- What you should do -
Your reply should be one number: how many lines of the records below contain the string "Магазин".

[Extracted entries]

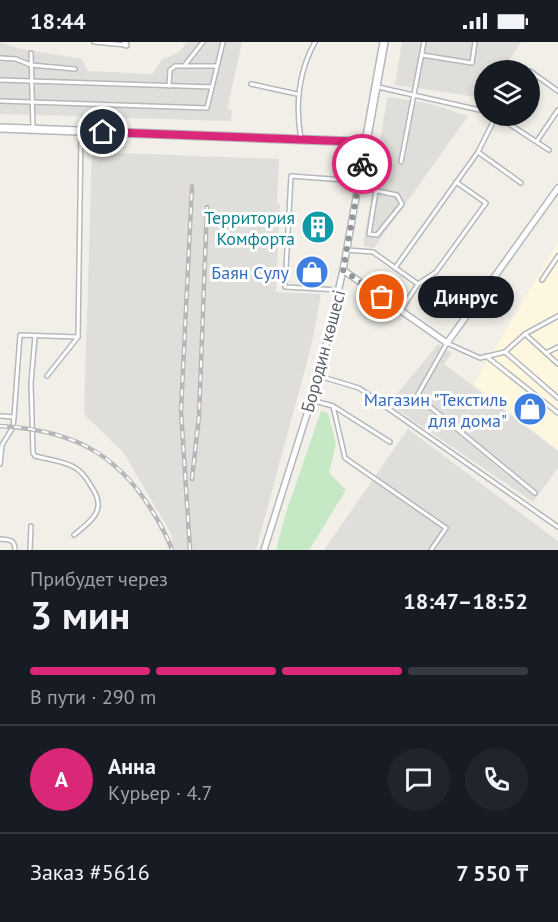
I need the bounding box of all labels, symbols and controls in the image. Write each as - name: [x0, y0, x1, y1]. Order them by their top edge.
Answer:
- text: 18:44: [30, 7, 86, 35]
- map controls: [474, 60, 540, 126]
- button: layers: [474, 60, 540, 126]
- pin: [77, 106, 128, 157]
- icon: home: [86, 115, 119, 148]
- courier: [332, 134, 392, 194]
- icon: bike: [346, 148, 379, 181]
- place label: Территория Комфорта: [204, 206, 295, 250]
- building icon: Территория Комфорта: [300, 209, 336, 245]
- shop icon: Баян Сулу: [294, 254, 330, 290]
- place label: Баян Сулу: [211, 261, 290, 284]
- pin: [356, 271, 407, 322]
- callout: Динрус: [418, 276, 514, 318]
- icon: bag: [365, 280, 398, 313]
- text: Динрус: [434, 284, 498, 310]
- street label: Бородин көшесі: [296, 287, 350, 415]
- place label: Магазин "Текстиль для дома": [364, 388, 507, 432]
- shop icon: Магазин "Текстиль для дома": [512, 391, 548, 427]
- text: Прибудет через: [30, 566, 168, 592]
- text: 18:47–18:52: [403, 587, 528, 615]
- text: 3 мин: [30, 589, 130, 640]
- text: В пути · 290 m: [30, 684, 156, 710]
- button: chat: [387, 748, 450, 811]
- button: phone: [465, 748, 528, 811]
- text: Анна: [108, 752, 156, 780]
- text: А: [55, 765, 68, 793]
- text: Курьер · 4.7: [108, 780, 212, 806]
- text: Заказ #5616: [30, 858, 150, 886]
- text: 7 550 ₸: [456, 859, 528, 887]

[/Extracted entries]

- Answer -
2